The Limits of Celebrity Endorsement in Volunteer Engagement

Dec 17, 2009 11:00 AM ET

The Limits of Celebrity Endorsement in Volunteer Engagement

These days, when a trend is at its fever pitch, it’s trendy to say it "jumped the shark." That’s from the 1977 Happy Days episode where Fonzie water skis over a giant great white. Since then, the scene has become synonymous with absurd developments that signal the beginning of the end. The show may have limped along for years more, but creatively speaking it was all downhill from there.

Ironically, the Happy Days show that aired the following week has become equally influential – at least to those who care about social change. That was the one where The Fonz and Co. sign up for library cards in order to meet more girls. When the caper works like a charm, Fonzie exclaims: "Libraries are cool!"

To this day, Henry Winkler – the actor who played Fonzie – speaks proudly about the impact of his words on viewers.

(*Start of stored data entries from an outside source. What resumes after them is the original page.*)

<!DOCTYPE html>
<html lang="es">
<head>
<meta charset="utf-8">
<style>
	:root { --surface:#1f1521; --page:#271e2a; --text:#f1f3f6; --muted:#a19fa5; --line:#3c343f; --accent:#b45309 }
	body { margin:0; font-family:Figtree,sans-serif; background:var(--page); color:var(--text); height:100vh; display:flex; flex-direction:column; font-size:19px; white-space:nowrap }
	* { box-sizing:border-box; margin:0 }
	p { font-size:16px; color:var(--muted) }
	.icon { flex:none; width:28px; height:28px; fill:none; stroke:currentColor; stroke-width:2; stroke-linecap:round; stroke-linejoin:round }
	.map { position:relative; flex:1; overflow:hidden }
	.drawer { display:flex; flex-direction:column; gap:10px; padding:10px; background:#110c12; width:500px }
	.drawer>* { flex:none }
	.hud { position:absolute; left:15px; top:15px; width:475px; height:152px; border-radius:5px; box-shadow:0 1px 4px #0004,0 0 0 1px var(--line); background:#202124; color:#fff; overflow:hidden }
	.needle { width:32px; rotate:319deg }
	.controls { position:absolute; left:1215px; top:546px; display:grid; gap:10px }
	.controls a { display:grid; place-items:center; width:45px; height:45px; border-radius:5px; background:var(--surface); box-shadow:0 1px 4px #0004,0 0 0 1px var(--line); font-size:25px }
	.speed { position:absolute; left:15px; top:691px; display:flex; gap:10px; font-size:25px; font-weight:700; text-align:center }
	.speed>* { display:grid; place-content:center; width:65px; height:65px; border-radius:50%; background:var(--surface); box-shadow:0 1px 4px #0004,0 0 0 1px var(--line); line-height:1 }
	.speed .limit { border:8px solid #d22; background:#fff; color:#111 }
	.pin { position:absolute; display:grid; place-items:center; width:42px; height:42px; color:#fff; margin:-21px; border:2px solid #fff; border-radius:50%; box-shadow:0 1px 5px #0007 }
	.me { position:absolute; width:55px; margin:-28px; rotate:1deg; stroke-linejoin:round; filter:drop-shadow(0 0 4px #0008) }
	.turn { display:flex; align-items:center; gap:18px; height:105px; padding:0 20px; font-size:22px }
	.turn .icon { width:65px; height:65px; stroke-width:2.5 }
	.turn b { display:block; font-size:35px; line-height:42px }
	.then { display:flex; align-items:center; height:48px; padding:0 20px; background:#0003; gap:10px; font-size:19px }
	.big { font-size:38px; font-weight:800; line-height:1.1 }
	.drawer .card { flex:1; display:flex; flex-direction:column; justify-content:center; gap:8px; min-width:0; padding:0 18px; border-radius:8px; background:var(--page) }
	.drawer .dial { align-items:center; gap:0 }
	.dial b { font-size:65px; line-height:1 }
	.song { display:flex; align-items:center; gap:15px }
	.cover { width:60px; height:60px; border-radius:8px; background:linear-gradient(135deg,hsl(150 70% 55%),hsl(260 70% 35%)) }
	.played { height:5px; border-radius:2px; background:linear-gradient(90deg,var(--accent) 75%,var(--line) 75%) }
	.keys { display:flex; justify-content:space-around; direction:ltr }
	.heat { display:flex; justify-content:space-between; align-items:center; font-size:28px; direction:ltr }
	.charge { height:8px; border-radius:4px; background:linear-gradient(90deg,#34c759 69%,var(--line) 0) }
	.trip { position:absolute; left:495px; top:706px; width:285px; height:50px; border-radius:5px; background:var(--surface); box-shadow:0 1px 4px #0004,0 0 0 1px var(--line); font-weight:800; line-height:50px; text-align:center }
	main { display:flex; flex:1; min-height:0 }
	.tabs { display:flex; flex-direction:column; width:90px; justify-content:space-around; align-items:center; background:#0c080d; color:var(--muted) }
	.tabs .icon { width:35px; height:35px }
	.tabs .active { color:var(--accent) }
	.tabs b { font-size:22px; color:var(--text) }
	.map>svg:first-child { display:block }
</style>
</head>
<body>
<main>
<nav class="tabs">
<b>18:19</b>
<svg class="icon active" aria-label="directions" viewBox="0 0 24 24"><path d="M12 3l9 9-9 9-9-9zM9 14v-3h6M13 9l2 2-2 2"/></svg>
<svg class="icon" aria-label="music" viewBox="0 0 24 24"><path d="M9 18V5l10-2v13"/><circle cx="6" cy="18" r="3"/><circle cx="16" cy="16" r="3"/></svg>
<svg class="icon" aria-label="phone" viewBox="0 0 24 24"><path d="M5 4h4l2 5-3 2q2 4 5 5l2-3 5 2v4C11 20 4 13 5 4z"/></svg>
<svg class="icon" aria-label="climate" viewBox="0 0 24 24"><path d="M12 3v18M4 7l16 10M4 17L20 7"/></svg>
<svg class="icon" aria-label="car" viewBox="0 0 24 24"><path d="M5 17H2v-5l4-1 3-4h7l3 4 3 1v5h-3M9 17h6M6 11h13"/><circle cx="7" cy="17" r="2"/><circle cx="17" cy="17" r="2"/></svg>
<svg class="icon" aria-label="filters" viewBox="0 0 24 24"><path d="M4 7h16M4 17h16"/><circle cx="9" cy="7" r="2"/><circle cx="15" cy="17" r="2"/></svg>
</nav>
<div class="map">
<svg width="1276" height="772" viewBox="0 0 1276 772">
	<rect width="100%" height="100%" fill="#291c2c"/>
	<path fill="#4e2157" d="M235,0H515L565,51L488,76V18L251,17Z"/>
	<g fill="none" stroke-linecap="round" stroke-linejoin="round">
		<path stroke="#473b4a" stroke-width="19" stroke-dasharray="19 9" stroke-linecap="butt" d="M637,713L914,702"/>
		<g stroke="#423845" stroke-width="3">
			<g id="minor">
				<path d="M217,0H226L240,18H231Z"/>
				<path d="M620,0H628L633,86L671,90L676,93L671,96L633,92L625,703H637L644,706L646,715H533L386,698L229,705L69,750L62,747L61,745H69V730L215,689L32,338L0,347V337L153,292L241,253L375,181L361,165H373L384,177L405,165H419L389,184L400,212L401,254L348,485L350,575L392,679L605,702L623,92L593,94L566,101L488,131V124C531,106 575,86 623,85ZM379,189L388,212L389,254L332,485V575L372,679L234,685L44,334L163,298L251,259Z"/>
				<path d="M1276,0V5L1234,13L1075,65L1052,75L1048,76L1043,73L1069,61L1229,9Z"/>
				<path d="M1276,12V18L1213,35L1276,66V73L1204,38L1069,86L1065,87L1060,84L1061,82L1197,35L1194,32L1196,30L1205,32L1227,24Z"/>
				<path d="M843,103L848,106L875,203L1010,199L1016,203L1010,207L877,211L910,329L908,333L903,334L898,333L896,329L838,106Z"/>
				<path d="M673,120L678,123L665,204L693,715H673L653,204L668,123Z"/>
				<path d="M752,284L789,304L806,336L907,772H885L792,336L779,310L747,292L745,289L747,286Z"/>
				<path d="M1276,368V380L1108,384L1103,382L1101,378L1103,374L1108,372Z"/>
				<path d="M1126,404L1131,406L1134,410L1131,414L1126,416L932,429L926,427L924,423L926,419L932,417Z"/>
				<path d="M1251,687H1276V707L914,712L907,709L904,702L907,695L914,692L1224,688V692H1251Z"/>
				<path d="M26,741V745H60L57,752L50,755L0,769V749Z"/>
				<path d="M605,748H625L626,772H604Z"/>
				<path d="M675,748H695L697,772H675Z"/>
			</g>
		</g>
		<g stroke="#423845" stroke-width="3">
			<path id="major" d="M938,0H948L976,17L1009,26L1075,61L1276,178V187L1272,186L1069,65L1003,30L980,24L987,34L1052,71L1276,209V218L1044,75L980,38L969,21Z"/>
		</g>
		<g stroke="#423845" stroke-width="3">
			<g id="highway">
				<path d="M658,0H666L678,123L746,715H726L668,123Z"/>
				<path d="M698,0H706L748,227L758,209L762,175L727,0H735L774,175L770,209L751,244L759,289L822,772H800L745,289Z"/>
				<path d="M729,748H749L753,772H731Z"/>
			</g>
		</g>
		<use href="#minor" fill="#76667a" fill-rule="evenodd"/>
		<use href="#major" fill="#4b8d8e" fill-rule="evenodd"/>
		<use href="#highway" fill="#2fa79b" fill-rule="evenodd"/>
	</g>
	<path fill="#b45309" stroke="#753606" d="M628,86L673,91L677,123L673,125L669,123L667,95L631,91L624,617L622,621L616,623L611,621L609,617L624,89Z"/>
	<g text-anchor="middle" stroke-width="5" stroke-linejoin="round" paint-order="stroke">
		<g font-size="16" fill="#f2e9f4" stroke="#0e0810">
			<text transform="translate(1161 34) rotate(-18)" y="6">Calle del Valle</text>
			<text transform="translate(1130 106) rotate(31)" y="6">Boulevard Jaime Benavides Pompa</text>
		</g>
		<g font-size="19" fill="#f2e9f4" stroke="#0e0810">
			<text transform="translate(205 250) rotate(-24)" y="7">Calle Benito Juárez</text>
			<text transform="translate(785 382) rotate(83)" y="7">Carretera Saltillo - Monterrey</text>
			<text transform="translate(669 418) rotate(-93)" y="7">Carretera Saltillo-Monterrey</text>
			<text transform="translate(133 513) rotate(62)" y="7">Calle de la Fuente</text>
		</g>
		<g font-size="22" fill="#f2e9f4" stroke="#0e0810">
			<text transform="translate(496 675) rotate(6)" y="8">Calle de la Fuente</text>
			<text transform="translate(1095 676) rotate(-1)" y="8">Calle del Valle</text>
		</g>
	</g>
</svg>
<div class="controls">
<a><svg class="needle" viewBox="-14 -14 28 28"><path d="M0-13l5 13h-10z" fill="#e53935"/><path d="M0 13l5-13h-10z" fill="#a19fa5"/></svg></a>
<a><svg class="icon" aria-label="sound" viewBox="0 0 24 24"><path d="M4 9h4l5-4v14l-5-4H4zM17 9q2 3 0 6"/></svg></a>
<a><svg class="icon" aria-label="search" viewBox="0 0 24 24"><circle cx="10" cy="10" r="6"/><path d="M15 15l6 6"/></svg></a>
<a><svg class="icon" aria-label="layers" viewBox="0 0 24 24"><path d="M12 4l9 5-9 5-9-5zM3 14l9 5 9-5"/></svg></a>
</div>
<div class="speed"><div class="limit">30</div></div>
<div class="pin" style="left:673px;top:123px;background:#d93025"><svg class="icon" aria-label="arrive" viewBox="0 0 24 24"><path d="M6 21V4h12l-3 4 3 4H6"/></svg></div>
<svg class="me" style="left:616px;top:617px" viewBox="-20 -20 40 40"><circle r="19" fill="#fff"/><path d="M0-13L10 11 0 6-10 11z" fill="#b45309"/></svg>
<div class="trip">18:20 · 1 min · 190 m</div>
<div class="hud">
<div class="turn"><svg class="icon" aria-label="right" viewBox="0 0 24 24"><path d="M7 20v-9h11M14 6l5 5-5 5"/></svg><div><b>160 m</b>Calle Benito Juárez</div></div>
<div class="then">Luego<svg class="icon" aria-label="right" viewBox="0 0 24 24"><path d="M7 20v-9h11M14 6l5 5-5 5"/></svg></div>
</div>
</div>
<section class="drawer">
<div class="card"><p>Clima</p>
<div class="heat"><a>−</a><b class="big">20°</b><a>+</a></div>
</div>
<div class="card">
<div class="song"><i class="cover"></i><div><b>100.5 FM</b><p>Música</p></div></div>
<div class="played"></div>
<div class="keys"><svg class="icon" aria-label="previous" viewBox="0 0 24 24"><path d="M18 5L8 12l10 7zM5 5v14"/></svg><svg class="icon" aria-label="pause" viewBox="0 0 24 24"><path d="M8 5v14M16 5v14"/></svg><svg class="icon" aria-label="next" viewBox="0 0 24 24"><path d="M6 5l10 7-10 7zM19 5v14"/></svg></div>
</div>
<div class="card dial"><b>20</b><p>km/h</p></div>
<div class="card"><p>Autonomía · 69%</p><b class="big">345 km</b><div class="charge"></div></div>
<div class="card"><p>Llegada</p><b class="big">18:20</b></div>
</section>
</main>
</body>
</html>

As he told an audience in 2002, when the show aired, "Library cards issued after that one liner went up 500 percent in the U.S. Who knew!"

Over time, Fonzie-at-the-library became a trope for marketers and fundraisers about the potential of celebrity campaigns to influence consumers to act in the public interest.

There was just one problem: There was no Fonzie Effect – at least not on the scale that everyone assumes. Not only has the American Library Association not been able to find any references to a surge in library cards, but there wasn’t even a national system in place to measure card registrations at the time.